__Exercise aim__
In the entries below, find the line with "981px,482px 1077px,467px 1099px,324px" and print exactly every line from there up to and including the line with "1175px,1126px 1299px,1070px 1298px,1071px", with no other lines.

__The input__
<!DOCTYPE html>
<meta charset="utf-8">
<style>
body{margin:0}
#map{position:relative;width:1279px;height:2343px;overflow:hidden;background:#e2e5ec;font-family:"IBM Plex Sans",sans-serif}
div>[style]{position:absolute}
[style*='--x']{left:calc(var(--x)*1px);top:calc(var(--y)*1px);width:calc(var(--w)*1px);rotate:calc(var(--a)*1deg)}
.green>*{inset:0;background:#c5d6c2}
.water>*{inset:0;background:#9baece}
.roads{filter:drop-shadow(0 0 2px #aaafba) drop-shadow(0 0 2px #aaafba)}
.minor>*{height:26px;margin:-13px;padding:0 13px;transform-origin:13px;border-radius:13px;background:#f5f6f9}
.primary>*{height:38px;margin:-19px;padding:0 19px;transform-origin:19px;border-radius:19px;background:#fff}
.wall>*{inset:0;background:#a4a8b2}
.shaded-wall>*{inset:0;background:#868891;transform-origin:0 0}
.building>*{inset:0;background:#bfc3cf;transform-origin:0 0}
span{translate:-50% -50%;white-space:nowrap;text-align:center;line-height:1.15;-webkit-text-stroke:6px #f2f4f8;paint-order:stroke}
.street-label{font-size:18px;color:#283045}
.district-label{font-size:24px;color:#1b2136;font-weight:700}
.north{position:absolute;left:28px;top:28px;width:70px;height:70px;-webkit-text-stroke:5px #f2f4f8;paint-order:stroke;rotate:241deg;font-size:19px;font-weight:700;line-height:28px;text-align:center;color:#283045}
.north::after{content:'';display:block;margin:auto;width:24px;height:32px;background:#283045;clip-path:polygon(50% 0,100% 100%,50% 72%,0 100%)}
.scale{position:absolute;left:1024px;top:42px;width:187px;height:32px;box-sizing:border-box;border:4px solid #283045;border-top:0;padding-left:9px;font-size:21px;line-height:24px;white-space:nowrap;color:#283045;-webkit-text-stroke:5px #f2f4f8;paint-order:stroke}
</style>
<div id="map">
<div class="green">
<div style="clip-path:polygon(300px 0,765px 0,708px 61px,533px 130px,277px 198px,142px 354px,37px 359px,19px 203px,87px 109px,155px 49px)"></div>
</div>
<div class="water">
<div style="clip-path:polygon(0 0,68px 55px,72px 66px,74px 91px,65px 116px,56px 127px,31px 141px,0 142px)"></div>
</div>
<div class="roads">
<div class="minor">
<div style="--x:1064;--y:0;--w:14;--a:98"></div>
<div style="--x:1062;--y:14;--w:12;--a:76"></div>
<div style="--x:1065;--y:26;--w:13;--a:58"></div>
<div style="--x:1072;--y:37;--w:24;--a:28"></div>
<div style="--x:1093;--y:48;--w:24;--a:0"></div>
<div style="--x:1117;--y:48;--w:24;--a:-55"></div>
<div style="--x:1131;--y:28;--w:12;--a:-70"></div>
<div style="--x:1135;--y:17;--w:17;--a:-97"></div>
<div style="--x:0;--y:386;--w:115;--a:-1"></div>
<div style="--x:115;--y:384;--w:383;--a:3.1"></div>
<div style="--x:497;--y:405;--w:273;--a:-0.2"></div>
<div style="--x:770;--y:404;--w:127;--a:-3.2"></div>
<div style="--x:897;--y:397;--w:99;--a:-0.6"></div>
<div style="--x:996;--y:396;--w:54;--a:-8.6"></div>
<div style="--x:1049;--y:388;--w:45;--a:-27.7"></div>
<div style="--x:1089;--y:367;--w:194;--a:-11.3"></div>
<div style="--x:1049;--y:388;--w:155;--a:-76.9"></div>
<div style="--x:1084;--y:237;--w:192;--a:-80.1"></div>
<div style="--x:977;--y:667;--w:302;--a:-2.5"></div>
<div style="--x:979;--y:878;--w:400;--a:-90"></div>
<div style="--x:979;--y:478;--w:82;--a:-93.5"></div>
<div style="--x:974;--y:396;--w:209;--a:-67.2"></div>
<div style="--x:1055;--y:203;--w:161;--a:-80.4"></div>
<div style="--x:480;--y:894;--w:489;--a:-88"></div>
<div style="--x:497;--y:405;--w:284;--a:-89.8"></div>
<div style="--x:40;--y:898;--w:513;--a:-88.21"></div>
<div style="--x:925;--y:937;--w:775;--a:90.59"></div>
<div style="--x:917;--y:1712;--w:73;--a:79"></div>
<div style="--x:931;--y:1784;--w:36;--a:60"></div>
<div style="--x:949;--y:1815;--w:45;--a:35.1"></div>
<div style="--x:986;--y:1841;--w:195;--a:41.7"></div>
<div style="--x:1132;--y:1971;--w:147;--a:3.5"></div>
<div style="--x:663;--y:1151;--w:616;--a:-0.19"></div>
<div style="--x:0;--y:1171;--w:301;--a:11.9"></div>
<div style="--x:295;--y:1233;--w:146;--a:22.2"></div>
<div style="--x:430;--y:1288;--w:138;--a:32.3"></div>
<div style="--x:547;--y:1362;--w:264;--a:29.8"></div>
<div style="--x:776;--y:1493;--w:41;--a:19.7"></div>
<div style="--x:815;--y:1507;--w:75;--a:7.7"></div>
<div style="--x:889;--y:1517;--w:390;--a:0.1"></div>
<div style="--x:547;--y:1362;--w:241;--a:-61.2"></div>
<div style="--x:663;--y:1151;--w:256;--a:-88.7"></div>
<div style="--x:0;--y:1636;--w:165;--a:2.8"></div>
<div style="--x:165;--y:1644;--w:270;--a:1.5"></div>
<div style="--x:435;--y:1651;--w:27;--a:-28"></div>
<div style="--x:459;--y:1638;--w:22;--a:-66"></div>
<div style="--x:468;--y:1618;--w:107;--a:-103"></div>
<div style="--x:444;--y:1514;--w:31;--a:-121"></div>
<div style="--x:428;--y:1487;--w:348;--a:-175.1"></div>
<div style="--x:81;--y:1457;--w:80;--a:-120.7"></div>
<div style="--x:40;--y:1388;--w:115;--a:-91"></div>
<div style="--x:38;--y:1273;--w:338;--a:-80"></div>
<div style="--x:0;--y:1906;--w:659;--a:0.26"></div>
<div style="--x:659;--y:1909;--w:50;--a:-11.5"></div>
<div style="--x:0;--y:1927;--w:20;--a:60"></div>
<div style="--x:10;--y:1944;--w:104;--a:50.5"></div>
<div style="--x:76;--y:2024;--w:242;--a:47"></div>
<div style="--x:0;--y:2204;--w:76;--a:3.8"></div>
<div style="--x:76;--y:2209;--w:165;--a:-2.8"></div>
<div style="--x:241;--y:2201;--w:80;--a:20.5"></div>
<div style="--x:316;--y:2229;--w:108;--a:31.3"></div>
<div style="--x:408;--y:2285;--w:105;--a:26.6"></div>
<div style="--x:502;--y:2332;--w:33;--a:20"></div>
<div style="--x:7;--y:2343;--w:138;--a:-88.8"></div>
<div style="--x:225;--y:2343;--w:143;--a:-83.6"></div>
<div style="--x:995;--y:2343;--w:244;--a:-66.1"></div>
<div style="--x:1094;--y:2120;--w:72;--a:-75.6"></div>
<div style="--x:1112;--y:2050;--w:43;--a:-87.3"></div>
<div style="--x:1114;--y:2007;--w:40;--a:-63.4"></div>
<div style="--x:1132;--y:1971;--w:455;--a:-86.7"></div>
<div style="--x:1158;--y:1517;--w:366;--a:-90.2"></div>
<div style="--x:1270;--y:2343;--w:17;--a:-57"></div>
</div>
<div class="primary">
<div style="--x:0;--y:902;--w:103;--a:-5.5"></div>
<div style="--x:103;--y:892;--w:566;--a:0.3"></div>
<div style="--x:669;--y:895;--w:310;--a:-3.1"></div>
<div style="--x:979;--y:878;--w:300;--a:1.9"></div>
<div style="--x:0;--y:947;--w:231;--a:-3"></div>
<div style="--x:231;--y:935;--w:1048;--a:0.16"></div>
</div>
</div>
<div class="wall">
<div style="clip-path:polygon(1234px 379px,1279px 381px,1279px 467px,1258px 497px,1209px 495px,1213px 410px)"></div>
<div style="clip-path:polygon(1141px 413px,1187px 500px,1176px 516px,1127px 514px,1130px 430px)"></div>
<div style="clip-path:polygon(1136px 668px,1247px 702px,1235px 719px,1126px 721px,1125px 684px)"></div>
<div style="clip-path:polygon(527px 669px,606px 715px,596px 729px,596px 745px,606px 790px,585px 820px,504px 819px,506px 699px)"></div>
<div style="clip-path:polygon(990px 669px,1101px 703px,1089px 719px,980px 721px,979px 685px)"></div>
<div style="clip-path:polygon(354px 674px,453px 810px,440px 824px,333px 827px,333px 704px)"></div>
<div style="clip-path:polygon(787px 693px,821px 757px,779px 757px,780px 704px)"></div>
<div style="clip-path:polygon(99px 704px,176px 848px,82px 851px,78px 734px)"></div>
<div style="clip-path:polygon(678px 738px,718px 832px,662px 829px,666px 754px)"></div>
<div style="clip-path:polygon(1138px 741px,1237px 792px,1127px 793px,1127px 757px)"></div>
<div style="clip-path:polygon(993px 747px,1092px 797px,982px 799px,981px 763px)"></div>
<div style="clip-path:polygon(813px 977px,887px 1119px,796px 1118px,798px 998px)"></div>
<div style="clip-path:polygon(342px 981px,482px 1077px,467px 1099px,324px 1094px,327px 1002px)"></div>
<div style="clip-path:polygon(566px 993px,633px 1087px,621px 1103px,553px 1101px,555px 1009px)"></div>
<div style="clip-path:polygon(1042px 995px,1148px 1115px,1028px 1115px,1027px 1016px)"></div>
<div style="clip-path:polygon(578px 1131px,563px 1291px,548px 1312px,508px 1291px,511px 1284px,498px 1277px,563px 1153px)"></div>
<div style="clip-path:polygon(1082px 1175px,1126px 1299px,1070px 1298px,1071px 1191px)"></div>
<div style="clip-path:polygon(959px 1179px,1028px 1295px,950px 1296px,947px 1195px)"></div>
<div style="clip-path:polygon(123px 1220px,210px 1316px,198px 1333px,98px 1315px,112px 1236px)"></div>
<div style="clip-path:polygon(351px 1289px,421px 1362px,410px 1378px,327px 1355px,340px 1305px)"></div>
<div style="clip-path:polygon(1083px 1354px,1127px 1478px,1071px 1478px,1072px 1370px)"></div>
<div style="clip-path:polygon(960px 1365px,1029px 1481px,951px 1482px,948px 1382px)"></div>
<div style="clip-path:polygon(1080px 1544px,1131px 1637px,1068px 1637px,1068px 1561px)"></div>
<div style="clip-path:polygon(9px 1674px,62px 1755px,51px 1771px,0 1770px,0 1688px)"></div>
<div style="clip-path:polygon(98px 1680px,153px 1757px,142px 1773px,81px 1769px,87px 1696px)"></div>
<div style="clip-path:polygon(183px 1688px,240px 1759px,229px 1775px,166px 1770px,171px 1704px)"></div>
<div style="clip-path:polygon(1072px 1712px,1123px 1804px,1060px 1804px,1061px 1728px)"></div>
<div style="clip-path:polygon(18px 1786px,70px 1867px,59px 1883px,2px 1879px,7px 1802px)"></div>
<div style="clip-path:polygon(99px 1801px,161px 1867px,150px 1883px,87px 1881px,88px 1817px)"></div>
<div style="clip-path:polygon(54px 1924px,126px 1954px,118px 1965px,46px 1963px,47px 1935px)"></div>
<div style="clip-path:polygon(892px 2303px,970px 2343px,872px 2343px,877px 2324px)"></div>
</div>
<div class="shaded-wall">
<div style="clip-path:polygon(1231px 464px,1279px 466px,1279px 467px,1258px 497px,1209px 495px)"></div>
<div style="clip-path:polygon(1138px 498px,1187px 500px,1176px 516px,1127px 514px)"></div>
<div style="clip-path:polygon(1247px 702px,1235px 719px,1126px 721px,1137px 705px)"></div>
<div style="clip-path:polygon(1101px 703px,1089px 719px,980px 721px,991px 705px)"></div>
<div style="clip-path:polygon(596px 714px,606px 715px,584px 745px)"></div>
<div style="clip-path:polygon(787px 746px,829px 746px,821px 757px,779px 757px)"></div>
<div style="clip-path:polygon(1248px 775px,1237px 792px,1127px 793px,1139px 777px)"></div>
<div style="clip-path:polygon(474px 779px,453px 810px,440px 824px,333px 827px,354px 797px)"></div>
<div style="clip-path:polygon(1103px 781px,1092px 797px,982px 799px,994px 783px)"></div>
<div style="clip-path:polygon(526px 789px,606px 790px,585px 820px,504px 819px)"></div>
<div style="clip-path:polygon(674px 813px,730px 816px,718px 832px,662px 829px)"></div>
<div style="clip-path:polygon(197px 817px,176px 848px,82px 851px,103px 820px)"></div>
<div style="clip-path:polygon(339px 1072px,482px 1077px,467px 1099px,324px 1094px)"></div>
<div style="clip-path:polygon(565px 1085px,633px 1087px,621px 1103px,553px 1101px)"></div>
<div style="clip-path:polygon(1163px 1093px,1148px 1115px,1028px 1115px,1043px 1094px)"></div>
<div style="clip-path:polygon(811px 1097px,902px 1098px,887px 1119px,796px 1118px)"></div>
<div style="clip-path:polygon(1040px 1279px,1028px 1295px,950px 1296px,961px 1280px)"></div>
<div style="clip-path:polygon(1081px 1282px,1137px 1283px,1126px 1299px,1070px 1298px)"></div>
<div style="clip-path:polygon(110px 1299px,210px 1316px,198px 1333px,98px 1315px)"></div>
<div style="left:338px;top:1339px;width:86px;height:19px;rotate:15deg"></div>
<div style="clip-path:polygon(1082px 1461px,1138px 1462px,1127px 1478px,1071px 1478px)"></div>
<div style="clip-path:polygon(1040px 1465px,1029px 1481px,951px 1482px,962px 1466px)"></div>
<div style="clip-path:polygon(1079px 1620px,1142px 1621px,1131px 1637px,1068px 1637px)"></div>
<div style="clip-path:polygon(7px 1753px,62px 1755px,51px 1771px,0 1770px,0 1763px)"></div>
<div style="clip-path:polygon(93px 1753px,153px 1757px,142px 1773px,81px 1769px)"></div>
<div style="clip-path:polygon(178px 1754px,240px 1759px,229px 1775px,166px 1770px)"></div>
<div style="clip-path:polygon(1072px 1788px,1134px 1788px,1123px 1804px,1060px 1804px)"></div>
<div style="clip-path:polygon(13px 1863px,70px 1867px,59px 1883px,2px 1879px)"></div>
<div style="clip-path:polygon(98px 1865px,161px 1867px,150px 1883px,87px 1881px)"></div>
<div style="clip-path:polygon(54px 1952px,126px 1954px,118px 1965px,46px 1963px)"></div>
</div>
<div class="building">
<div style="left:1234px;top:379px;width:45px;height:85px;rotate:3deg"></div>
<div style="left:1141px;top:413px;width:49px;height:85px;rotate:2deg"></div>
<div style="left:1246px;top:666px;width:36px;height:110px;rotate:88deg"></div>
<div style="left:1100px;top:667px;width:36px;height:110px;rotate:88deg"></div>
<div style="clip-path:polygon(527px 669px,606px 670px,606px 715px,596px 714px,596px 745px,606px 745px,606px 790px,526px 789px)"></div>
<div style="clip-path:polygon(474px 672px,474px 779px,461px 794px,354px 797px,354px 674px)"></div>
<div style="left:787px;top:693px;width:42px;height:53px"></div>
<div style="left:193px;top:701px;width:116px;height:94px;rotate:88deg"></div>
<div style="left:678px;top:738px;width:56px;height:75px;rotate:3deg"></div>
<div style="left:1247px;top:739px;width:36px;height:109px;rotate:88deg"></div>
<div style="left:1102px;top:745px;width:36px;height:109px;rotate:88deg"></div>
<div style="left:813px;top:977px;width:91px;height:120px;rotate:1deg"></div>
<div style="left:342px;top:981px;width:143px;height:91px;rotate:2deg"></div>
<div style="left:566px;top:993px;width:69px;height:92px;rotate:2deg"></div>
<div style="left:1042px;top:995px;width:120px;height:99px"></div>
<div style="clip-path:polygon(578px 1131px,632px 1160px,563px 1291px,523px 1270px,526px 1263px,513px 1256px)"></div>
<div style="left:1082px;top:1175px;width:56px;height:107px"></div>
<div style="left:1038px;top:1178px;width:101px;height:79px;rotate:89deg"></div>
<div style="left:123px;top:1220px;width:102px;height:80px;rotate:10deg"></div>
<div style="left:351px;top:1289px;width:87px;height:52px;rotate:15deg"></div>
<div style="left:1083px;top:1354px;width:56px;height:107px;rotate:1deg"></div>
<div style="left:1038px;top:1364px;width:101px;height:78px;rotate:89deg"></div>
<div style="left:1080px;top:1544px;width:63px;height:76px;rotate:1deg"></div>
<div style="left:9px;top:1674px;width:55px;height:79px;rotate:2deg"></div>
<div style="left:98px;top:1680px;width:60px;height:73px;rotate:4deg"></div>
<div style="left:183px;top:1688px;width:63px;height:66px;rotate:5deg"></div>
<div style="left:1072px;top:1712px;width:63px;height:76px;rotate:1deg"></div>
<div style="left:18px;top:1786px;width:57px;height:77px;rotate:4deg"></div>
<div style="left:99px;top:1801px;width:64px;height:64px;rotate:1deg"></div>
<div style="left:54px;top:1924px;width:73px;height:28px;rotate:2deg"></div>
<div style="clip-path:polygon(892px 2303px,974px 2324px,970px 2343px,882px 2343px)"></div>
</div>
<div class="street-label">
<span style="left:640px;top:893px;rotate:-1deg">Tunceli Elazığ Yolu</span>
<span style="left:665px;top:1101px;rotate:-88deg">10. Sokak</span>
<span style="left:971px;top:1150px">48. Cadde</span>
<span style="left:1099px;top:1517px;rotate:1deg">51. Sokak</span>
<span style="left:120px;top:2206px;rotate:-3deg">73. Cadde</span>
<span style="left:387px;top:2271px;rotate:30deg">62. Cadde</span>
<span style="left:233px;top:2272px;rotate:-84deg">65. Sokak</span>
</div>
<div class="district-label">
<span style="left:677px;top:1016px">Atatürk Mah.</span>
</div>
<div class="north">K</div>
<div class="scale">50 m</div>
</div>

__Solution__
<div style="clip-path:polygon(342px 981px,482px 1077px,467px 1099px,324px 1094px,327px 1002px)"></div>
<div style="clip-path:polygon(566px 993px,633px 1087px,621px 1103px,553px 1101px,555px 1009px)"></div>
<div style="clip-path:polygon(1042px 995px,1148px 1115px,1028px 1115px,1027px 1016px)"></div>
<div style="clip-path:polygon(578px 1131px,563px 1291px,548px 1312px,508px 1291px,511px 1284px,498px 1277px,563px 1153px)"></div>
<div style="clip-path:polygon(1082px 1175px,1126px 1299px,1070px 1298px,1071px 1191px)"></div>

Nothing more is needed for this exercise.